I was recently asked about black spots on goldfish that were only in a small tank for 2 weeks and thought I'd share this info since it seems to be a common question in the fish forums chat room:

Ammonia burn is the most common reason for black spots on goldfish, especially those that have been in a tank for about 2-3 weeks but can occur in setups longer than that due to poor water quality and/or lack of regular weekly water changes (about 1/3 each week for a tank 20g or over - any container less than 20gal should have 1/3 changed every 4 days) or if more fish are added.
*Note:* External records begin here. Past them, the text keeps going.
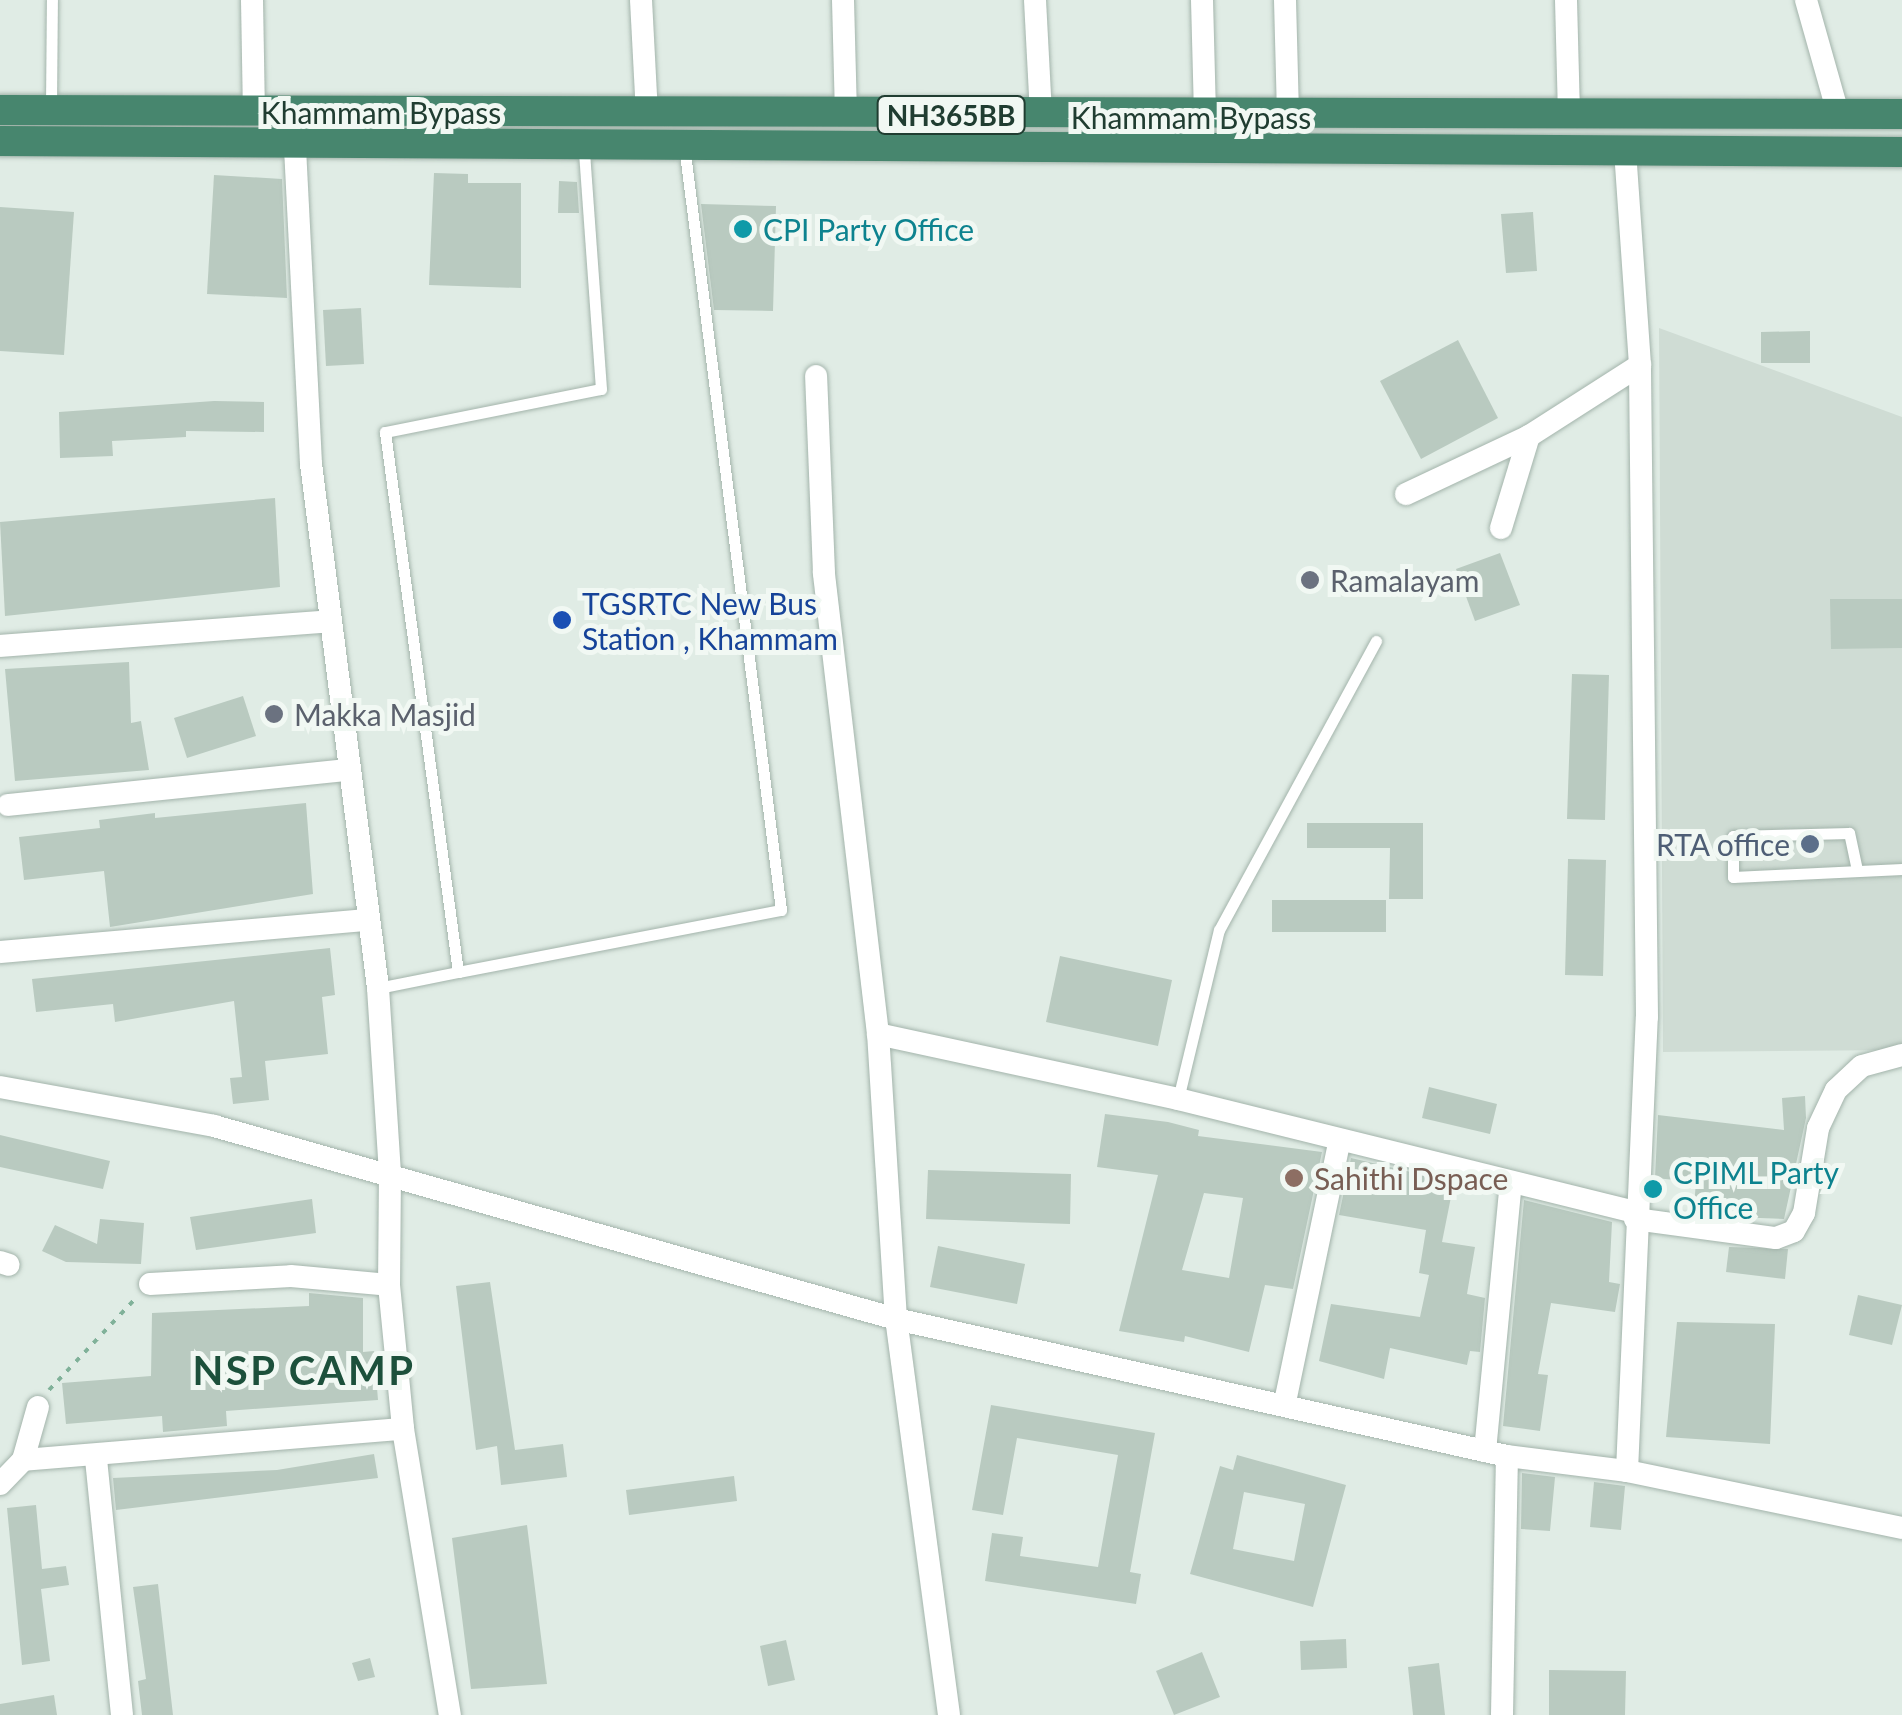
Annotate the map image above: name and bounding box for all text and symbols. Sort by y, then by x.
road number: NH365BB [876,92,1026,138]
street label: Khammam Bypass [261,94,501,130]
street label: Khammam Bypass [1071,99,1311,135]
place label: CPI Party Office [763,211,975,247]
marker: CPI Party Office [732,218,754,240]
place label: Ramalayam [1330,562,1479,598]
marker: Ramalayam [1299,569,1321,591]
place label: TGSRTC New Bus Station , Khammam [582,585,838,656]
marker: TGSRTC New Bus Station , Khammam [551,609,573,631]
place label: Makka Masjid [294,696,476,732]
marker: Makka Masjid [263,703,285,725]
place label: RTA office [1655,826,1790,862]
marker: RTA office [1799,833,1821,855]
place label: CPIML Party Office [1673,1154,1840,1224]
place label: Sahithi Dspace [1314,1160,1508,1196]
marker: Sahithi Dspace [1283,1167,1305,1189]
marker: CPIML Party Office [1642,1178,1664,1200]
district label: NSP CAMP [192,1346,416,1394]

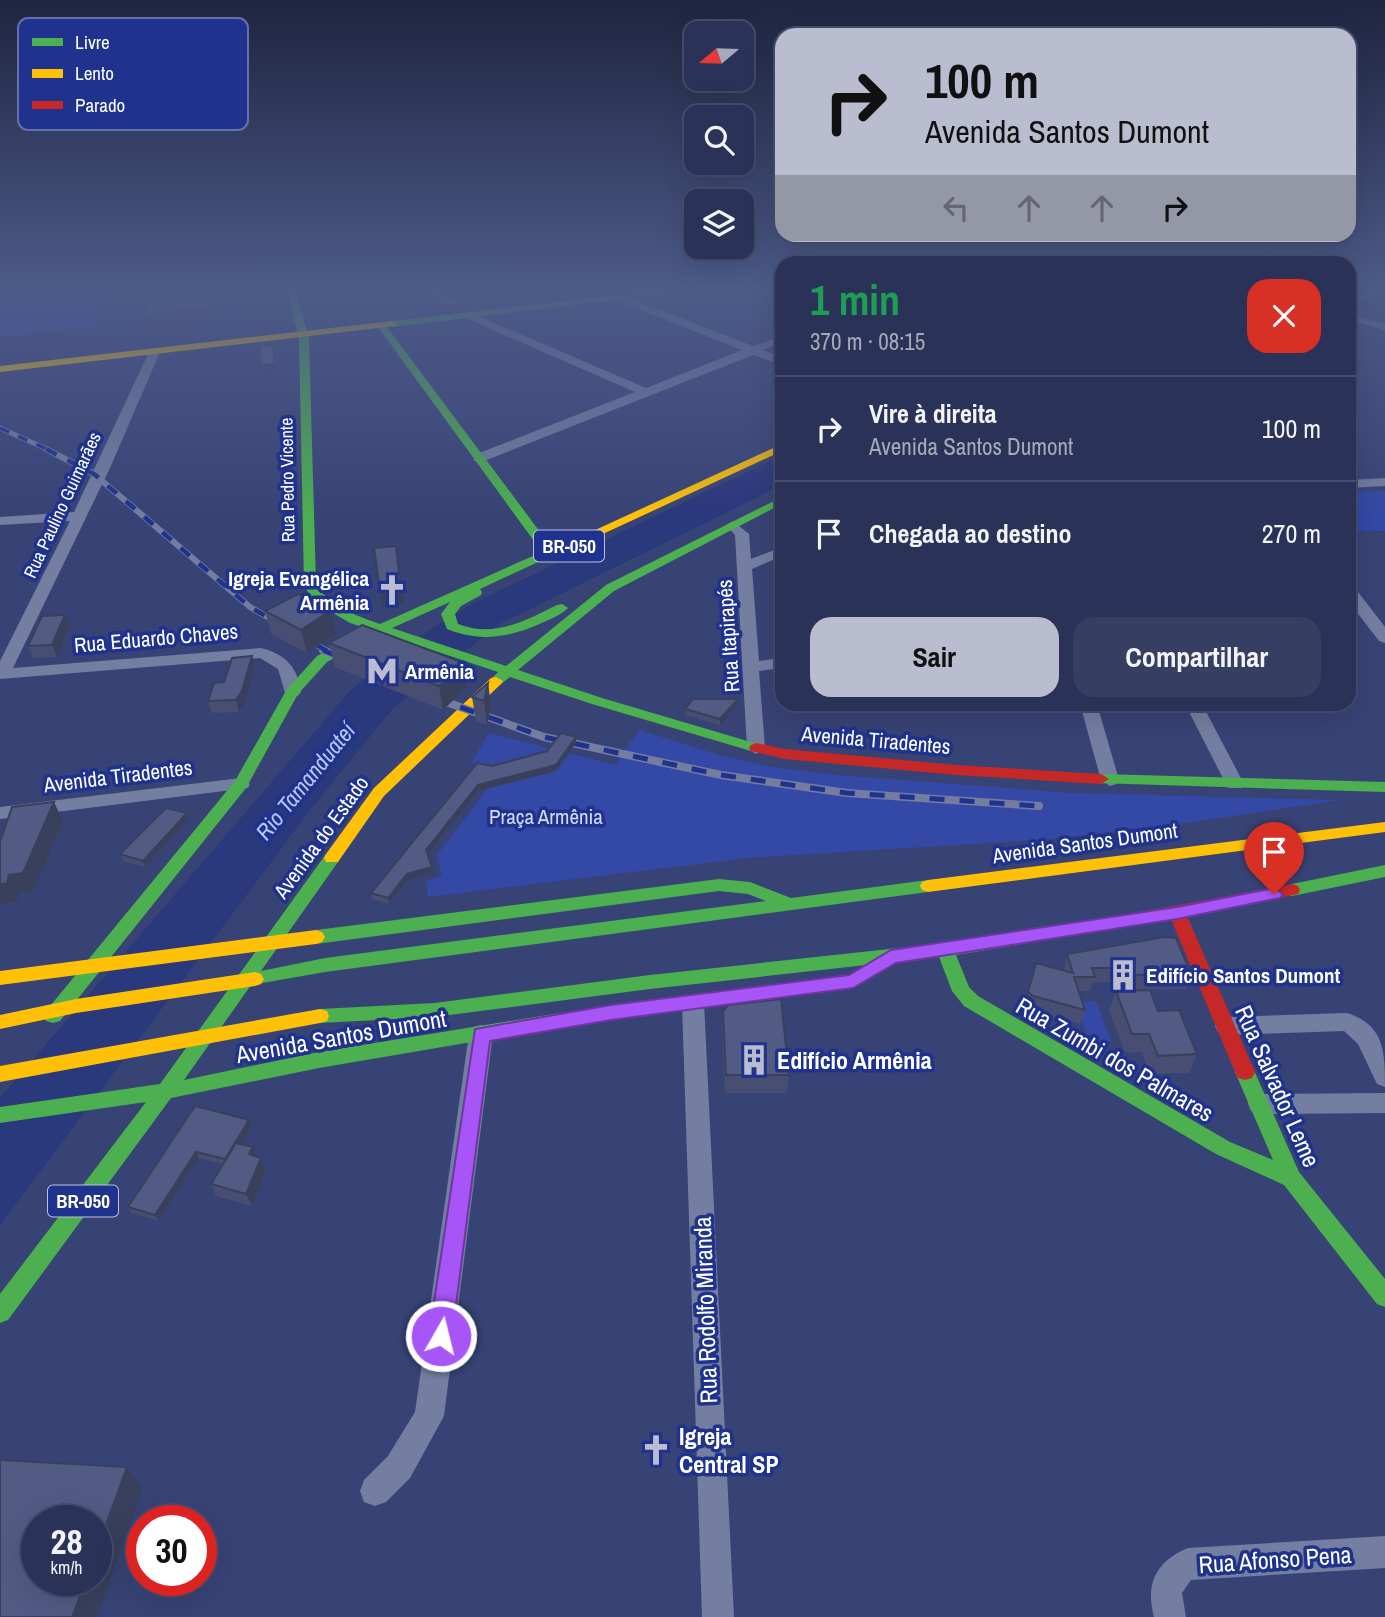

Goldfish are messy eaters meaning they don't always consume everything you feed and they excrete a high amount of ammonia wastes - the combination of uneaten food and high ammonia will cause such high concentrations that is poisonous and will literally burn the gills and skin of the fish. regular water changes (of similar temperature) and a water conditioner such as Prime will heal the fish and maintain optimal water quality. 




Fungal/parasitic black spots is not as common but not unheard of, esp from carps, minnows and other cold water fish that were housed or raised in ponds and/or with a large snail population.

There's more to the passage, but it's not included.